Problem description: Nothing but the text of the records should come back; copy it exactly and leave the pictures out.
═════ Source information ═════
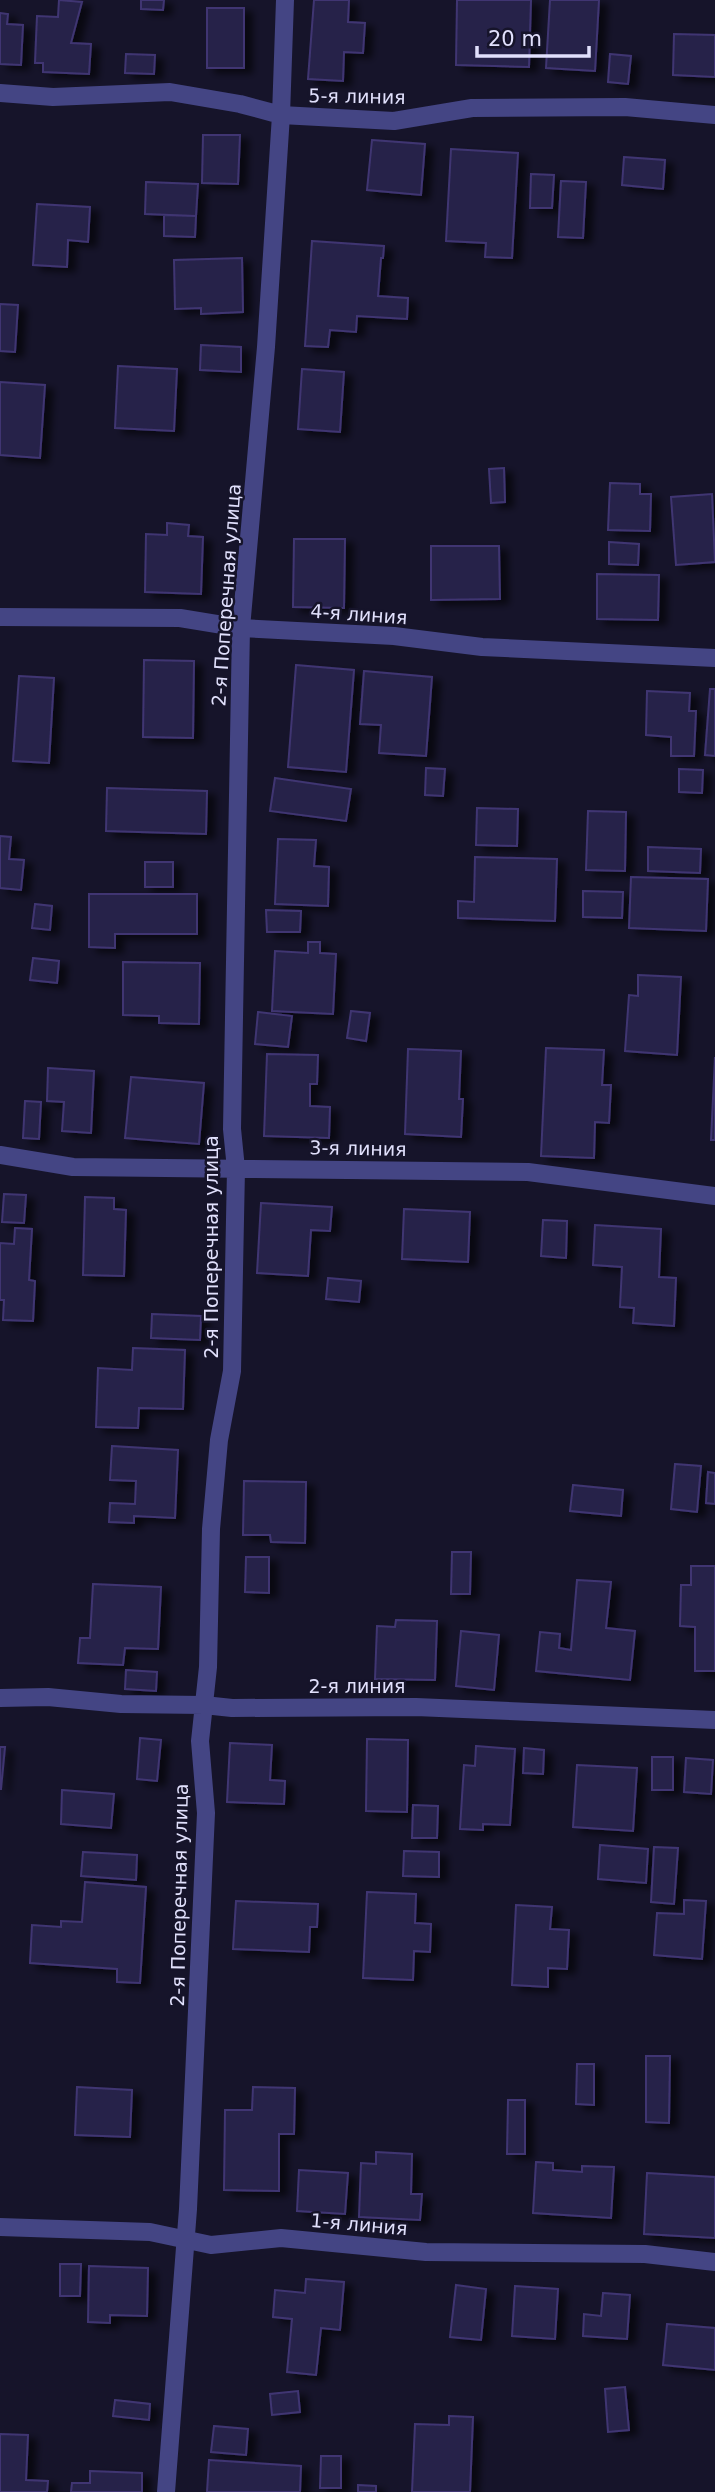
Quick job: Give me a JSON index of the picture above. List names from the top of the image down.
{
  "streets": {
    "street": [
      "5-я линия",
      "2-я Поперечная улица",
      "4-я линия",
      "3-я линия",
      "2-я линия",
      "1-я линия"
    ]
  },
  "crossings": [
    ["5-я линия", "2-я Поперечная улица"],
    ["2-я Поперечная улица", "4-я линия"],
    ["2-я Поперечная улица", "3-я линия"],
    ["2-я Поперечная улица", "2-я линия"],
    ["2-я Поперечная улица", "1-я линия"]
  ],
  "scale_bar": "20 m"
}
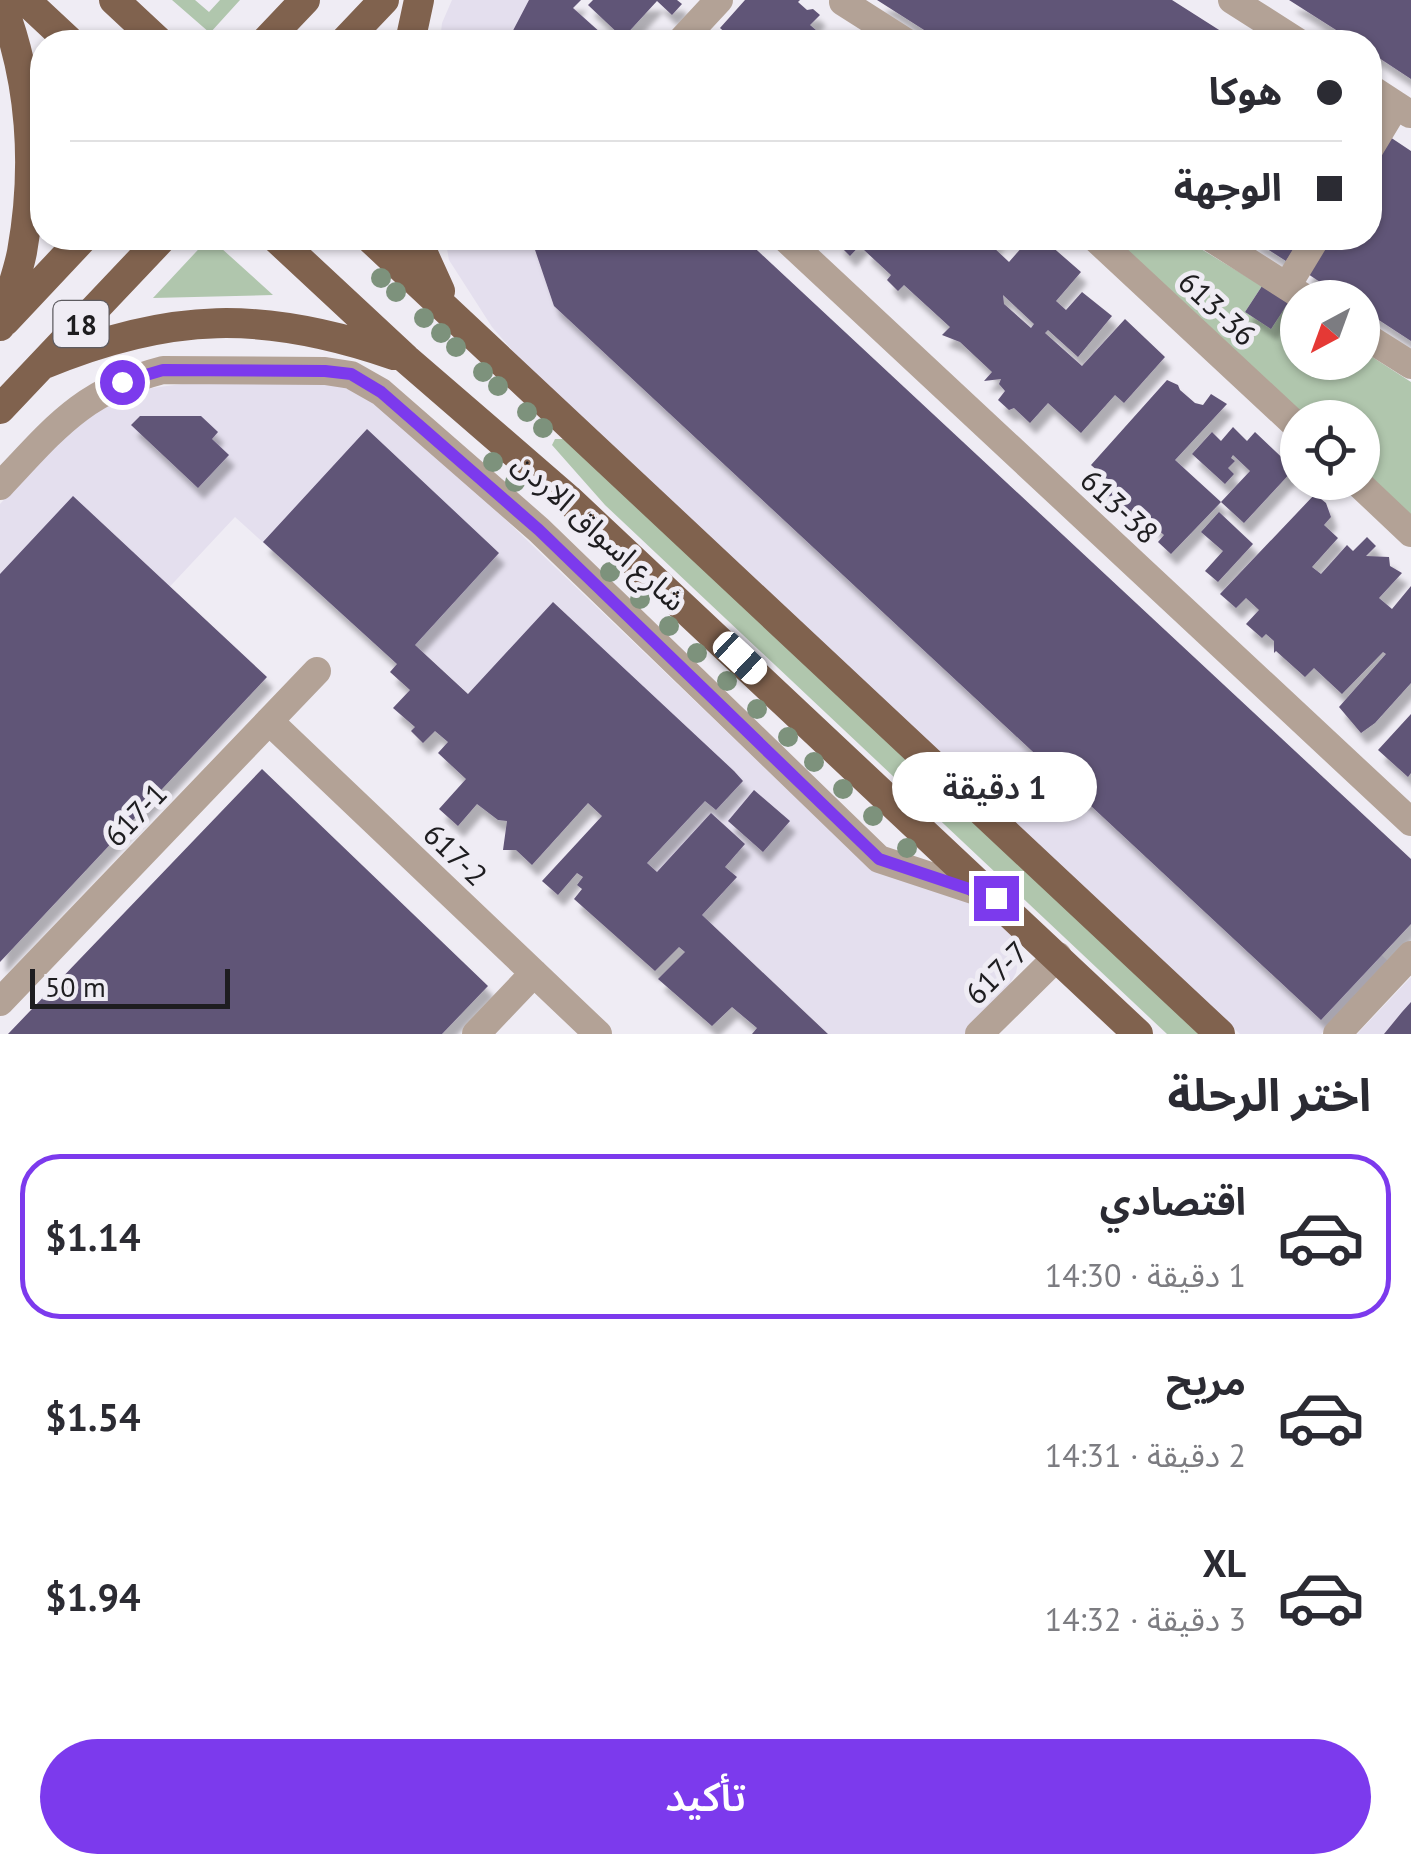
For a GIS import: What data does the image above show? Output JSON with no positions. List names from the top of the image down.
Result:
{
  "streets": {
    "main road": ["18", "شارع اسواق الاردن"],
    "street": [
      "613-36",
      "613-38",
      "617-1",
      "617-2",
      "617-7"
    ]
  },
  "crossings": [
    ["شارع اسواق الاردن", "617-7"],
    ["617-1", "617-2"]
  ],
  "scale_bar": "50 m",
  "north": "bottom left",
  "page": {
    "banner": ["هوكا", "الوجهة"],
    "bubble": "1 دقيقة",
    "scale": "50 m",
    "heading": "اختر الرحلة",
    "list": [
      {
        "name": "اقتصادي",
        "note": "1 دقيقة · 14:30",
        "value": "$1.14"
      },
      {
        "name": "مريح",
        "note": "2 دقيقة · 14:31",
        "value": "$1.54"
      },
      {
        "name": "XL",
        "note": "3 دقيقة · 14:32",
        "value": "$1.94"
      }
    ],
    "buttons": "تأكيد"
  }
}
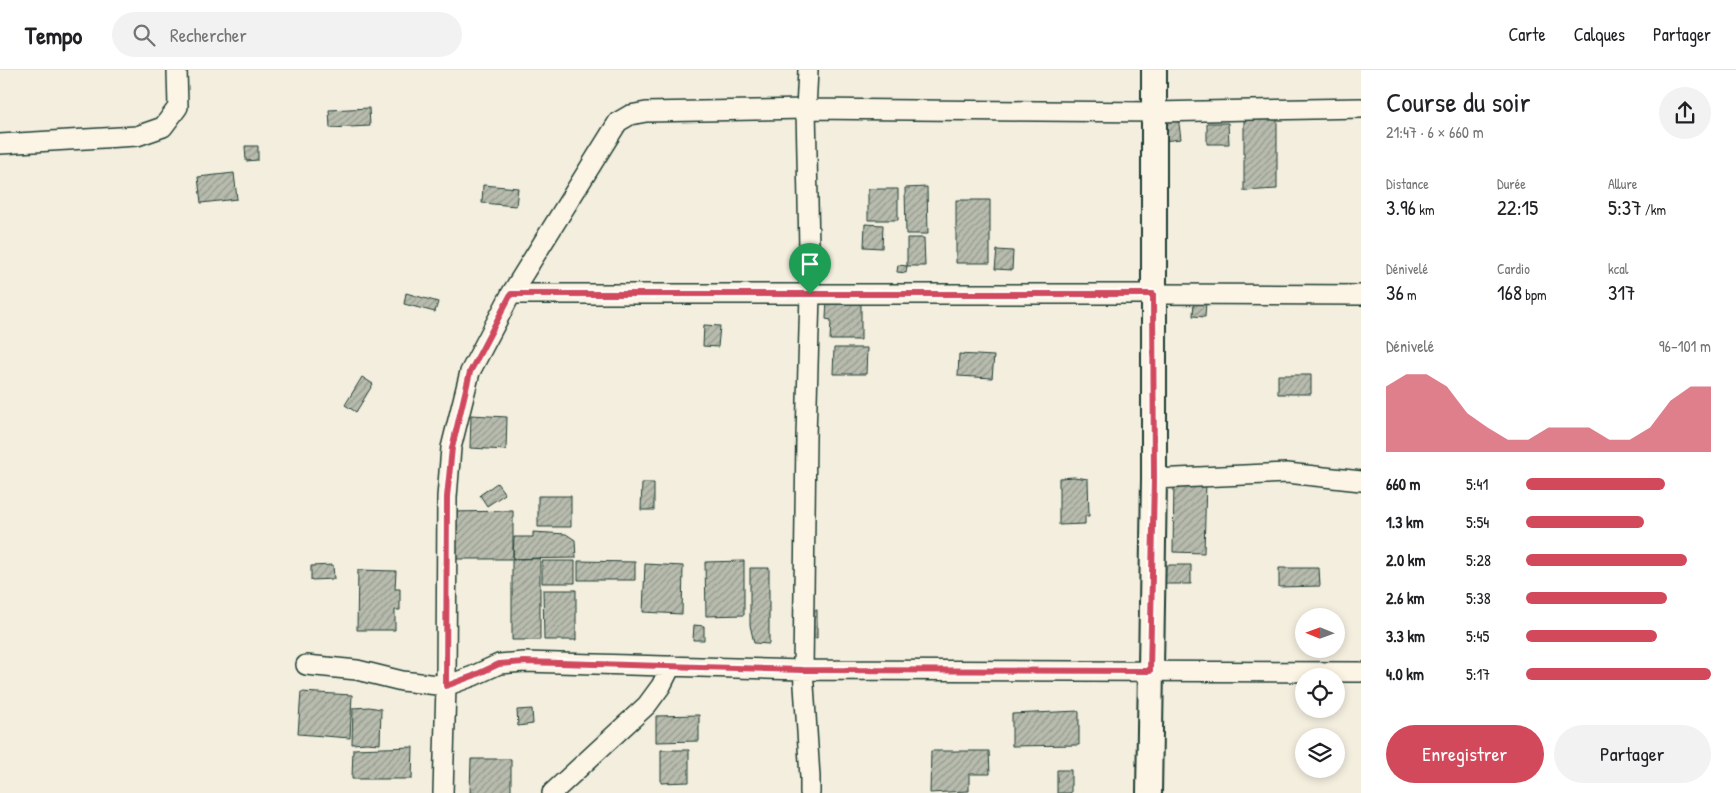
═════
Response for this exercise:
Quick job: Give me a JSON index of the picture above. List names from the top of the image down.
{
  "streets": {
    "street": [
      "5-я линия",
      "2-я Поперечная улица",
      "4-я линия",
      "3-я линия",
      "2-я линия",
      "1-я линия"
    ]
  },
  "crossings": [
    ["5-я линия", "2-я Поперечная улица"],
    ["2-я Поперечная улица", "4-я линия"],
    ["2-я Поперечная улица", "3-я линия"],
    ["2-я Поперечная улица", "2-я линия"],
    ["2-я Поперечная улица", "1-я линия"]
  ],
  "scale_bar": "20 m"
}
For a GIS import: What data does the image above show? Output JSON with no positions. List names from the top of the image down.
Result:
{
  "streets": {
    "main road": ["18", "شارع اسواق الاردن"],
    "street": [
      "613-36",
      "613-38",
      "617-1",
      "617-2",
      "617-7"
    ]
  },
  "crossings": [
    ["شارع اسواق الاردن", "617-7"],
    ["617-1", "617-2"]
  ],
  "scale_bar": "50 m",
  "north": "bottom left",
  "page": {
    "banner": ["هوكا", "الوجهة"],
    "bubble": "1 دقيقة",
    "scale": "50 m",
    "heading": "اختر الرحلة",
    "list": [
      {
        "name": "اقتصادي",
        "note": "1 دقيقة · 14:30",
        "value": "$1.14"
      },
      {
        "name": "مريح",
        "note": "2 دقيقة · 14:31",
        "value": "$1.54"
      },
      {
        "name": "XL",
        "note": "3 دقيقة · 14:32",
        "value": "$1.94"
      }
    ],
    "buttons": "تأكيد"
  }
}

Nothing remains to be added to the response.